Task goal: Which lines of the data contain the string "evenodd"? Copy every one.

BEGIN

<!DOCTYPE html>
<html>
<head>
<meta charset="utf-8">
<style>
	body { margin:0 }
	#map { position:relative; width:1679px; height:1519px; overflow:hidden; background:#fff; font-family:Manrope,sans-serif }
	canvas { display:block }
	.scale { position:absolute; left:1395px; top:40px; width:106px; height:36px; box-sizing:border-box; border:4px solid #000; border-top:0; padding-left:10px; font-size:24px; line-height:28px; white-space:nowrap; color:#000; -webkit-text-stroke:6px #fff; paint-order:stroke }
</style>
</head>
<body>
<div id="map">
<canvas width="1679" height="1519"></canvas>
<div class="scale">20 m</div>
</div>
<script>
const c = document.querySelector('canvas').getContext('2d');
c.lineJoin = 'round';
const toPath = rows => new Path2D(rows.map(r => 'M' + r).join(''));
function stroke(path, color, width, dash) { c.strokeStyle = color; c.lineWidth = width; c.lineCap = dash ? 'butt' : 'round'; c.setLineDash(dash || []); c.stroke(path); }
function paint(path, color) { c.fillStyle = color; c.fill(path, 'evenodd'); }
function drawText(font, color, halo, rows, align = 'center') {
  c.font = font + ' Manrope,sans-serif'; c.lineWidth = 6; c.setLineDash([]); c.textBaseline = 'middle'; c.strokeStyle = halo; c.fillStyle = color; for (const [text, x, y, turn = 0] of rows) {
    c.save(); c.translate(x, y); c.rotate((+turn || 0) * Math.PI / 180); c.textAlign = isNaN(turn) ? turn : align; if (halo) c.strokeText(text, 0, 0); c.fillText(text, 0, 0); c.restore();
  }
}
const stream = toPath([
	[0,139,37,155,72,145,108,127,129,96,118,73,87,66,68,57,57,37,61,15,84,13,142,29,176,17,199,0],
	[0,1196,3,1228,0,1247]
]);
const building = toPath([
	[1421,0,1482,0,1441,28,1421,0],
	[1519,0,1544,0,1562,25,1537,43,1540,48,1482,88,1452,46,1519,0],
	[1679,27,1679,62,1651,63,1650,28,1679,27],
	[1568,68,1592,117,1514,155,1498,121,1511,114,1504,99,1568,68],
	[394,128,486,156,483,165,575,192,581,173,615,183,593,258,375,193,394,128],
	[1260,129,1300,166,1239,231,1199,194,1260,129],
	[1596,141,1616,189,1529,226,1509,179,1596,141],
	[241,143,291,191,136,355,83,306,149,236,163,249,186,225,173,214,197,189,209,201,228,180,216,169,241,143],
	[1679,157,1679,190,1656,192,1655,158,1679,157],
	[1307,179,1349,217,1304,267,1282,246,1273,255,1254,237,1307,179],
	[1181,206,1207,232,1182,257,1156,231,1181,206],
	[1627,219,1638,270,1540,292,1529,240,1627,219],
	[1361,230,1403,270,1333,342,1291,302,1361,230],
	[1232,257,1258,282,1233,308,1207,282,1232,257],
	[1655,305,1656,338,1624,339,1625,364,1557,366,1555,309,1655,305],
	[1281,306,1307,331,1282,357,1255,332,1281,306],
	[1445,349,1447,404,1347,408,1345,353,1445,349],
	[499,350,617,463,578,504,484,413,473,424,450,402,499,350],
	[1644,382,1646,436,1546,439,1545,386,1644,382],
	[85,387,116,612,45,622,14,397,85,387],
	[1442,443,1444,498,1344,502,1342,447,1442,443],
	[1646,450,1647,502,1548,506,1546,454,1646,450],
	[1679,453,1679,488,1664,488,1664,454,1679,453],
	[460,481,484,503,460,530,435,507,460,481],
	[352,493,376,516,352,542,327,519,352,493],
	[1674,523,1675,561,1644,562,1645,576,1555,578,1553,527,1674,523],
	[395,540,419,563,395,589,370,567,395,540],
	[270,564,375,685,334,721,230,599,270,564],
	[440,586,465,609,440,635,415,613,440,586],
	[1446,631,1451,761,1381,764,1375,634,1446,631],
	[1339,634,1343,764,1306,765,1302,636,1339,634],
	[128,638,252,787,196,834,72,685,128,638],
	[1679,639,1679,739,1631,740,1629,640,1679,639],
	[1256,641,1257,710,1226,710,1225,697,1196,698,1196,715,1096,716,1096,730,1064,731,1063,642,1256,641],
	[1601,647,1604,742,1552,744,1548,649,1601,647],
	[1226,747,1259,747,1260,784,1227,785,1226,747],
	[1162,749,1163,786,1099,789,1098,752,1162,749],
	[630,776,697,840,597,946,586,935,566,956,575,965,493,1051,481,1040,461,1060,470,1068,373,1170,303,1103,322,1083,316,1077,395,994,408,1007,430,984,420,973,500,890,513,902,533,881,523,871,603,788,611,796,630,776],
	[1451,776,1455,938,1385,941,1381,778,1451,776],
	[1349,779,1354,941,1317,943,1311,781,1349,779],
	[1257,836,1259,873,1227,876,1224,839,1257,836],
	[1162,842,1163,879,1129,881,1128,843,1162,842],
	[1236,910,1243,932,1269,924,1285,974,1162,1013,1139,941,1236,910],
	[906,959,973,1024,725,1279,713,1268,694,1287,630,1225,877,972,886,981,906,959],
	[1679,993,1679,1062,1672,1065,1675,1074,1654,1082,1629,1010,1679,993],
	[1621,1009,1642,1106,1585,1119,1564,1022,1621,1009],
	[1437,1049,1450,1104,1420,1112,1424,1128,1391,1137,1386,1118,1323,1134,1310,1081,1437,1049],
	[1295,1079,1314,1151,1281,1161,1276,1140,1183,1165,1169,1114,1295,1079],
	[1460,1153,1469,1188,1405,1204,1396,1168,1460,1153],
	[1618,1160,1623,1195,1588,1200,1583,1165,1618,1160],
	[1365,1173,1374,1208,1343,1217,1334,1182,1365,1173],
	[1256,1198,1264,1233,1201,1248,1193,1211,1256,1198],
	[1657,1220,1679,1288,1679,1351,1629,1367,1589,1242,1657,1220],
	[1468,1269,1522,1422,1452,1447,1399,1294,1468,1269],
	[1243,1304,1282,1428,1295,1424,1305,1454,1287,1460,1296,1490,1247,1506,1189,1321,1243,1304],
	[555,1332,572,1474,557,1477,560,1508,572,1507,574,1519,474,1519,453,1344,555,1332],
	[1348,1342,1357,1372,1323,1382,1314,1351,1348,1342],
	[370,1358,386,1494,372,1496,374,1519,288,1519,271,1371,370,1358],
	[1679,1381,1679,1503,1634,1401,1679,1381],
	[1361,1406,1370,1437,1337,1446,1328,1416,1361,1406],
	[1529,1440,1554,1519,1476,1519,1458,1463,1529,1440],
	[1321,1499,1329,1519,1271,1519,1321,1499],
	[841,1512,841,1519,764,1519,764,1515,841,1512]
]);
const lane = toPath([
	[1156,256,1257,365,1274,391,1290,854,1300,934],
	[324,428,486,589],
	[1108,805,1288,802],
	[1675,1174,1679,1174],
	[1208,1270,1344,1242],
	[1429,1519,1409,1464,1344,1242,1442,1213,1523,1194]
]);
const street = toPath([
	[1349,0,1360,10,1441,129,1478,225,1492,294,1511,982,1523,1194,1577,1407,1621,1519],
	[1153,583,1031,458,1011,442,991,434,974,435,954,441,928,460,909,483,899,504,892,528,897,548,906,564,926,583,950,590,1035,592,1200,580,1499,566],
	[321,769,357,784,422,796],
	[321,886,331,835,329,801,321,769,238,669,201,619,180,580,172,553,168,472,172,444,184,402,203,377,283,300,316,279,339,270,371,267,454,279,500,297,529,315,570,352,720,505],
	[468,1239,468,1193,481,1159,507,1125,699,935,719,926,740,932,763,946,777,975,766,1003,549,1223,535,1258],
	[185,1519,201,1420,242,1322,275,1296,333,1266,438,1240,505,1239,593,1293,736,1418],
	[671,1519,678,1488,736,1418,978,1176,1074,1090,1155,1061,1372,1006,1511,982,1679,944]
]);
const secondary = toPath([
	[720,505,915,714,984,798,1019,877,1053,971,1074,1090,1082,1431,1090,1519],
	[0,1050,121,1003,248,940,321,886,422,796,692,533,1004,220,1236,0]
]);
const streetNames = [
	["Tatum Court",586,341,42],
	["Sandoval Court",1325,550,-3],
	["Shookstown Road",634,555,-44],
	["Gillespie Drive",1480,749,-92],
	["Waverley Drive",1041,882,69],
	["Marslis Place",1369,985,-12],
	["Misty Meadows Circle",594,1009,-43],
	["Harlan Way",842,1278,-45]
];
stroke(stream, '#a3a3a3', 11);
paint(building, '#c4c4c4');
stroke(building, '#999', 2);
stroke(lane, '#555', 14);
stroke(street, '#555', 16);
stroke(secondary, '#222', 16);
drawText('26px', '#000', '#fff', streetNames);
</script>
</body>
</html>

END
BEGIN

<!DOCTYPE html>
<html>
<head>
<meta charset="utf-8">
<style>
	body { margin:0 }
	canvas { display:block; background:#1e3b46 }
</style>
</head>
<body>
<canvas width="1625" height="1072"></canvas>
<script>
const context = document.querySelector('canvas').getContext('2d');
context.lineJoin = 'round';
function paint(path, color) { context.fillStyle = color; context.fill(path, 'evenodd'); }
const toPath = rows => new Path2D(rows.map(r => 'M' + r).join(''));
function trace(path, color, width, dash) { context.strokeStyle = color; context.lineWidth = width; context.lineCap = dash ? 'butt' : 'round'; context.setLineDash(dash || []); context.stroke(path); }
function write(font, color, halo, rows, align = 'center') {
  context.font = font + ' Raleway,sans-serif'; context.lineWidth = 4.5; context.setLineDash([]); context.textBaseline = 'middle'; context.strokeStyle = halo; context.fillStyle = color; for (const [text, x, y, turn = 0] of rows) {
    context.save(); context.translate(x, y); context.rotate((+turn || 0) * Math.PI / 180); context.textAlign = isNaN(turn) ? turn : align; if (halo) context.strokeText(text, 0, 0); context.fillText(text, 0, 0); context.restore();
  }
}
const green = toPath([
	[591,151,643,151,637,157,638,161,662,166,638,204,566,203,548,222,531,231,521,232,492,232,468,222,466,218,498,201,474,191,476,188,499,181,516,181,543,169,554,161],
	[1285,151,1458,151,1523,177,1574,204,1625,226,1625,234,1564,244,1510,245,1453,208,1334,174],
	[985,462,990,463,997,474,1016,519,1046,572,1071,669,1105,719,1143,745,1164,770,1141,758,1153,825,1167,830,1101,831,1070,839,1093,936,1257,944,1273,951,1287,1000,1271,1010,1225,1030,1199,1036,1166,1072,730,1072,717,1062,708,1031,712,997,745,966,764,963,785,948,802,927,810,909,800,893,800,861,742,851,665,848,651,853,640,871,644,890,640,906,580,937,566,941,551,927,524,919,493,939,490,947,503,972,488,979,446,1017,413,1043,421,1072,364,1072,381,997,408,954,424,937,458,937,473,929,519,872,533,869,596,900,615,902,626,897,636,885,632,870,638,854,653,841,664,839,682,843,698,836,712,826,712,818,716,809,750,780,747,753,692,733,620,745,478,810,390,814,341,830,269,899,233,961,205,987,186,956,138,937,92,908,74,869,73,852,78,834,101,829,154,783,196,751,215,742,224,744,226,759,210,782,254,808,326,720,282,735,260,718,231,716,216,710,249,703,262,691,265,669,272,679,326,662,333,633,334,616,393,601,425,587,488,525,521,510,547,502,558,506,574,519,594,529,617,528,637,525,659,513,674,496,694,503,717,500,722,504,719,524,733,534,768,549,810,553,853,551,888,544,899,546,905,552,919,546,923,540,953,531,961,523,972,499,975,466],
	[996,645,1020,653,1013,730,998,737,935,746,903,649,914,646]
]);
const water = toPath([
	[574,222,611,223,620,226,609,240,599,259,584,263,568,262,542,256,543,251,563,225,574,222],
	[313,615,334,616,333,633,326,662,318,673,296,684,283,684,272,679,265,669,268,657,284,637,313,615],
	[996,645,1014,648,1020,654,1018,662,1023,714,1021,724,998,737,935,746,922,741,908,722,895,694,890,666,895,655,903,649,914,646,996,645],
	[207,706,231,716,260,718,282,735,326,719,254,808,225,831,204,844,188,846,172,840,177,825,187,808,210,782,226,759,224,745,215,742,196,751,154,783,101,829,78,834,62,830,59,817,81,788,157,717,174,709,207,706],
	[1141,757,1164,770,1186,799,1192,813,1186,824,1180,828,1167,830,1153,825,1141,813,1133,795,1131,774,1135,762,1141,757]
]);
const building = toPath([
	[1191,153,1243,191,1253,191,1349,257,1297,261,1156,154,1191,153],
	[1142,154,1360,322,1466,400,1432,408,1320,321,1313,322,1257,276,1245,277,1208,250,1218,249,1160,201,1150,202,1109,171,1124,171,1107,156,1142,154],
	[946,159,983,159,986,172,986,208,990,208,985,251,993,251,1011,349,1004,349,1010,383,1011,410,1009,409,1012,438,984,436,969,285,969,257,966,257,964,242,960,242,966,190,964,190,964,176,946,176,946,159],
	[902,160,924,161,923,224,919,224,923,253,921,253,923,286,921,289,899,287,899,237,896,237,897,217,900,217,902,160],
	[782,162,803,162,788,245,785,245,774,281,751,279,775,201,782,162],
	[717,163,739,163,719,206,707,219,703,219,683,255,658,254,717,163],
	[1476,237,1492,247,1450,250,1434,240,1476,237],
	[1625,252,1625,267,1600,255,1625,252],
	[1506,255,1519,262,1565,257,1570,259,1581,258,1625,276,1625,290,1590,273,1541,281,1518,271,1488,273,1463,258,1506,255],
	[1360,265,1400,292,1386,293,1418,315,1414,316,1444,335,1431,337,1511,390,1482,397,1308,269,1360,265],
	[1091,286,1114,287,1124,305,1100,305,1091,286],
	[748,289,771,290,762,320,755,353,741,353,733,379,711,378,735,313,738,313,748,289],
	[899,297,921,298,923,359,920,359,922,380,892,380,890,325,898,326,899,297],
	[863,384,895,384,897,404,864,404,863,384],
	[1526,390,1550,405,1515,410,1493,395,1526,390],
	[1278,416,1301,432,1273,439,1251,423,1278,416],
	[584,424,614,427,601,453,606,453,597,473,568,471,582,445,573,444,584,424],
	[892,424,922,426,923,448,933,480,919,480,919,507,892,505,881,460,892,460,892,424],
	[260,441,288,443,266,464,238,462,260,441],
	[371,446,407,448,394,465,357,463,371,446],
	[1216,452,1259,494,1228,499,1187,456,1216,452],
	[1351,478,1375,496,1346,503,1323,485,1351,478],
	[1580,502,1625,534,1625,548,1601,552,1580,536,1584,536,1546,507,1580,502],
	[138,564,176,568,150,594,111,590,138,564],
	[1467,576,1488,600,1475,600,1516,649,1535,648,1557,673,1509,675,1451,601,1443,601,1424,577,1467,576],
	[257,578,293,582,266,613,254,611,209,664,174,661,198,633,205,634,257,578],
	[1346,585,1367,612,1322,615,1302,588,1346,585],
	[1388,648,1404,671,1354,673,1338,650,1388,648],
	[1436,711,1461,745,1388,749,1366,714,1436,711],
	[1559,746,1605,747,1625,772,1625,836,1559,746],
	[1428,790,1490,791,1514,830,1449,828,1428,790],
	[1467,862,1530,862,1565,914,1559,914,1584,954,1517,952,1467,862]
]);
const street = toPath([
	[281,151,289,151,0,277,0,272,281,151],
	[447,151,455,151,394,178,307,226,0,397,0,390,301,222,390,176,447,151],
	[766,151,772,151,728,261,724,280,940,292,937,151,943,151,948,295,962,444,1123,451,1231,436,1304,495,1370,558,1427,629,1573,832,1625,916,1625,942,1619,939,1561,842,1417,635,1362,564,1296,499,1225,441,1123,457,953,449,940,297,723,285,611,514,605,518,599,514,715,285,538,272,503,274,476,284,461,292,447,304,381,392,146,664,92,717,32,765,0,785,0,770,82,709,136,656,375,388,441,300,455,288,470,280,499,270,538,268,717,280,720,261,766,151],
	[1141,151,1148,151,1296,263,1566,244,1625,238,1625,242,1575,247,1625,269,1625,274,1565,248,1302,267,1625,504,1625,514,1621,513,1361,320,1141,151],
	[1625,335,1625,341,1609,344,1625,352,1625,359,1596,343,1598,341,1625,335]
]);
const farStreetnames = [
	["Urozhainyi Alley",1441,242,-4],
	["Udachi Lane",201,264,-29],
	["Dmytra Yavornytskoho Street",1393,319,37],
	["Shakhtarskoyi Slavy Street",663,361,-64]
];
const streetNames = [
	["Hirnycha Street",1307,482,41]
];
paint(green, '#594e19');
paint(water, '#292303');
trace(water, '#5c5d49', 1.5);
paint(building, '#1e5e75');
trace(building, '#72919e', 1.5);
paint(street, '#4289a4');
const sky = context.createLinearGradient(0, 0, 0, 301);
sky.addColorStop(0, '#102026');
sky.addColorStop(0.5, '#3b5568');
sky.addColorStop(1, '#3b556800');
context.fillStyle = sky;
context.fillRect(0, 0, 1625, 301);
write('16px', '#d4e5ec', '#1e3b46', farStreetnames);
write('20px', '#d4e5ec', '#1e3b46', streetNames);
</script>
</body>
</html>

END
BEGIN

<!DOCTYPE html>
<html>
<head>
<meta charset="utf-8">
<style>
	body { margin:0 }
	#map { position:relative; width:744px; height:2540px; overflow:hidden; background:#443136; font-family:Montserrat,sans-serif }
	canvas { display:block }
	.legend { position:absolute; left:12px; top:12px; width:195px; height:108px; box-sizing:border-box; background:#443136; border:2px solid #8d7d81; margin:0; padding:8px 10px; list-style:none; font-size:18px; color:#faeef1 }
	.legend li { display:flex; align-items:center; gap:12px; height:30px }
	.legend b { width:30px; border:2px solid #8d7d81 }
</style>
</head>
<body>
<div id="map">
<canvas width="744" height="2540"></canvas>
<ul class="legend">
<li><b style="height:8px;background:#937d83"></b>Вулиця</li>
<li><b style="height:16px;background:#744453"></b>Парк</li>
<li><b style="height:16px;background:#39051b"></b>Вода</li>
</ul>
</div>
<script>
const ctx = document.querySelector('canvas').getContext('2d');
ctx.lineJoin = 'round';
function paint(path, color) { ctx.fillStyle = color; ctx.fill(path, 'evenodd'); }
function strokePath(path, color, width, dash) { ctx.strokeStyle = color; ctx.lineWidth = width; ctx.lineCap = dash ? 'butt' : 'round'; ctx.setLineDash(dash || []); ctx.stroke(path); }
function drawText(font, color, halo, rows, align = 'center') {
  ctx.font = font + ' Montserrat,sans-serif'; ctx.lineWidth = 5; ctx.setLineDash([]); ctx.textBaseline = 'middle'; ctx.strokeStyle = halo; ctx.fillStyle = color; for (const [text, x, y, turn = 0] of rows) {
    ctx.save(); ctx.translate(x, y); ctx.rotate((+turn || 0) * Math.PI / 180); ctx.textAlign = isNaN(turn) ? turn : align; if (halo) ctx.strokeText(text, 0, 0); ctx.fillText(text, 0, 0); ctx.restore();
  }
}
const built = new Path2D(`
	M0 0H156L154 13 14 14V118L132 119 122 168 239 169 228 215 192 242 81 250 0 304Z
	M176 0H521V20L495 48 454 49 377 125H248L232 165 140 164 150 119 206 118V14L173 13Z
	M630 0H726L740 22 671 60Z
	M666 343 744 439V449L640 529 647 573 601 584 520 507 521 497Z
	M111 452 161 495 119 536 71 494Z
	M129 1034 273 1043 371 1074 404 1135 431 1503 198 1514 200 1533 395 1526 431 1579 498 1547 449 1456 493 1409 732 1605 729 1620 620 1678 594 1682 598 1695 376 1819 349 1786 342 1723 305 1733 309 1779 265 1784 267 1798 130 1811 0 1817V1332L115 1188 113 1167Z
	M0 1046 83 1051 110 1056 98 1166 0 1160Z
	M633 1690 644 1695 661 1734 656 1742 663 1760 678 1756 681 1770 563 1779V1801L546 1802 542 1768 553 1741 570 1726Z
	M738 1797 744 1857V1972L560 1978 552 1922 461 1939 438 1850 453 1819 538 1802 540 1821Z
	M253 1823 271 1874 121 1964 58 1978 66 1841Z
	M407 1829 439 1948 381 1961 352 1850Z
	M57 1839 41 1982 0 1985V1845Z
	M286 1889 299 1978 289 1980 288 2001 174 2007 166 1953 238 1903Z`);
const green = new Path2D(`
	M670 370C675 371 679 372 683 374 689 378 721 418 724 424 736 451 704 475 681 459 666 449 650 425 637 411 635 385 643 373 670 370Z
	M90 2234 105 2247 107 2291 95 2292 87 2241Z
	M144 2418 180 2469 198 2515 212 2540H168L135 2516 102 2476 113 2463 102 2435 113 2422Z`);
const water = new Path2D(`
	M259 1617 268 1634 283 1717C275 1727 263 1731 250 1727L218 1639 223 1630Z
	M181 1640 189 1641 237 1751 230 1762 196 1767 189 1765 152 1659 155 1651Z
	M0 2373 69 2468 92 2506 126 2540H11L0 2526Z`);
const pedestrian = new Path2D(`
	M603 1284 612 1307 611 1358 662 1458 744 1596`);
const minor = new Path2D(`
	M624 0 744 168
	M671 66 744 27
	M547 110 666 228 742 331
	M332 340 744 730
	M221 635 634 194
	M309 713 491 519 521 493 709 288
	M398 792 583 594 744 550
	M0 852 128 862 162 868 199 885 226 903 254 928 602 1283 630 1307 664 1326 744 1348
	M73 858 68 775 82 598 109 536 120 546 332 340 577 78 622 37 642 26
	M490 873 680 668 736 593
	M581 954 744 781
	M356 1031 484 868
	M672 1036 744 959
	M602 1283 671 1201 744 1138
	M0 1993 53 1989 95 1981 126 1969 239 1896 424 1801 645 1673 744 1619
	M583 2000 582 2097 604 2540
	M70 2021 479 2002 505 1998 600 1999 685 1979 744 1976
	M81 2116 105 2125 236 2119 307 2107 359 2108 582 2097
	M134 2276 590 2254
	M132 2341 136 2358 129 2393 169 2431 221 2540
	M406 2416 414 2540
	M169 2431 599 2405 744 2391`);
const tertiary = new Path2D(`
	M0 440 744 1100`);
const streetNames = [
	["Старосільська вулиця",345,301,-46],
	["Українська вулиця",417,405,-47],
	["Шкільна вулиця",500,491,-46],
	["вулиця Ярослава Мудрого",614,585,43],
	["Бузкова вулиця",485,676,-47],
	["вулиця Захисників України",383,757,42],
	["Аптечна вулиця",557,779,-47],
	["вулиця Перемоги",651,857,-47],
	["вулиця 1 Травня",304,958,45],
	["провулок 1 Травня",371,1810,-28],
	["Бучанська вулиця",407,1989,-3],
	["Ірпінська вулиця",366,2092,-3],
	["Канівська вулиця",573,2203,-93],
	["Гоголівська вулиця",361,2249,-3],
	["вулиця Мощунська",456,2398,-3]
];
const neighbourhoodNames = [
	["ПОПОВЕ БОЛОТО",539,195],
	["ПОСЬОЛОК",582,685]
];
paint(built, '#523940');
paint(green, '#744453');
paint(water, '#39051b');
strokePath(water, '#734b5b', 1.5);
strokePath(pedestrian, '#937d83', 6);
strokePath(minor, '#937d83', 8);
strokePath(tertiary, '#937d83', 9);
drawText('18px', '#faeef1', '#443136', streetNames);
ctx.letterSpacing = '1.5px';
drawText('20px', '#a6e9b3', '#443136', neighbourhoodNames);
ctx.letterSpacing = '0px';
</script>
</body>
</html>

END

Answer for the task:
function paint(path, color) { c.fillStyle = color; c.fill(path, 'evenodd'); }
function paint(path, color) { context.fillStyle = color; context.fill(path, 'evenodd'); }
function paint(path, color) { ctx.fillStyle = color; ctx.fill(path, 'evenodd'); }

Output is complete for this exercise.